* [AVAILABLE DATA]

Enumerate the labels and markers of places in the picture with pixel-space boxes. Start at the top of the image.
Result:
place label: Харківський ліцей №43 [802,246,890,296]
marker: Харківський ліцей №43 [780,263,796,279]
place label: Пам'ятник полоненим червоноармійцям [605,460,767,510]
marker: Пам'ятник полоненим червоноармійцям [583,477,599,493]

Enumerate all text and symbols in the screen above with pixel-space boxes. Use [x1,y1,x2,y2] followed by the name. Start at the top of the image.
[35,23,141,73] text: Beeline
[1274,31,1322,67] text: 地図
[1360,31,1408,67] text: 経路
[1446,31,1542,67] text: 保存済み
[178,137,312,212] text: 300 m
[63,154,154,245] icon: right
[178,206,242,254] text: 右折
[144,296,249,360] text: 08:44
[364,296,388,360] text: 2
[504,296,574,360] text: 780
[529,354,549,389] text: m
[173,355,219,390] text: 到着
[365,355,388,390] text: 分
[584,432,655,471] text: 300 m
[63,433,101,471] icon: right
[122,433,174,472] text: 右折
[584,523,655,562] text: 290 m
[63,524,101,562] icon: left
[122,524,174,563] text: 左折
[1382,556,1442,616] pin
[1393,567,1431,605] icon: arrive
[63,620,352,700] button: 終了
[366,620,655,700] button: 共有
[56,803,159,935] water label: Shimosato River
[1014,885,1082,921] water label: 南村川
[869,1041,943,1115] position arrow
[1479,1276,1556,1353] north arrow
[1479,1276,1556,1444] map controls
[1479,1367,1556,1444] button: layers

* [WHAT THE EXERCISE ASKS]
Set down every entry exactly as given.

* [RESPONSE TO THE EXERCISE]
Enumerate the labels and markers of places in the picture with pixel-space boxes. Start at the top of the image.
Result:
place label: Харківський ліцей №43 [802,246,890,296]
marker: Харківський ліцей №43 [780,263,796,279]
place label: Пам'ятник полоненим червоноармійцям [605,460,767,510]
marker: Пам'ятник полоненим червоноармійцям [583,477,599,493]

Enumerate all text and symbols in the screen above with pixel-space boxes. Use [x1,y1,x2,y2] followed by the name. Start at the top of the image.
[35,23,141,73] text: Beeline
[1274,31,1322,67] text: 地図
[1360,31,1408,67] text: 経路
[1446,31,1542,67] text: 保存済み
[178,137,312,212] text: 300 m
[63,154,154,245] icon: right
[178,206,242,254] text: 右折
[144,296,249,360] text: 08:44
[364,296,388,360] text: 2
[504,296,574,360] text: 780
[529,354,549,389] text: m
[173,355,219,390] text: 到着
[365,355,388,390] text: 分
[584,432,655,471] text: 300 m
[63,433,101,471] icon: right
[122,433,174,472] text: 右折
[584,523,655,562] text: 290 m
[63,524,101,562] icon: left
[122,524,174,563] text: 左折
[1382,556,1442,616] pin
[1393,567,1431,605] icon: arrive
[63,620,352,700] button: 終了
[366,620,655,700] button: 共有
[56,803,159,935] water label: Shimosato River
[1014,885,1082,921] water label: 南村川
[869,1041,943,1115] position arrow
[1479,1276,1556,1353] north arrow
[1479,1276,1556,1444] map controls
[1479,1367,1556,1444] button: layers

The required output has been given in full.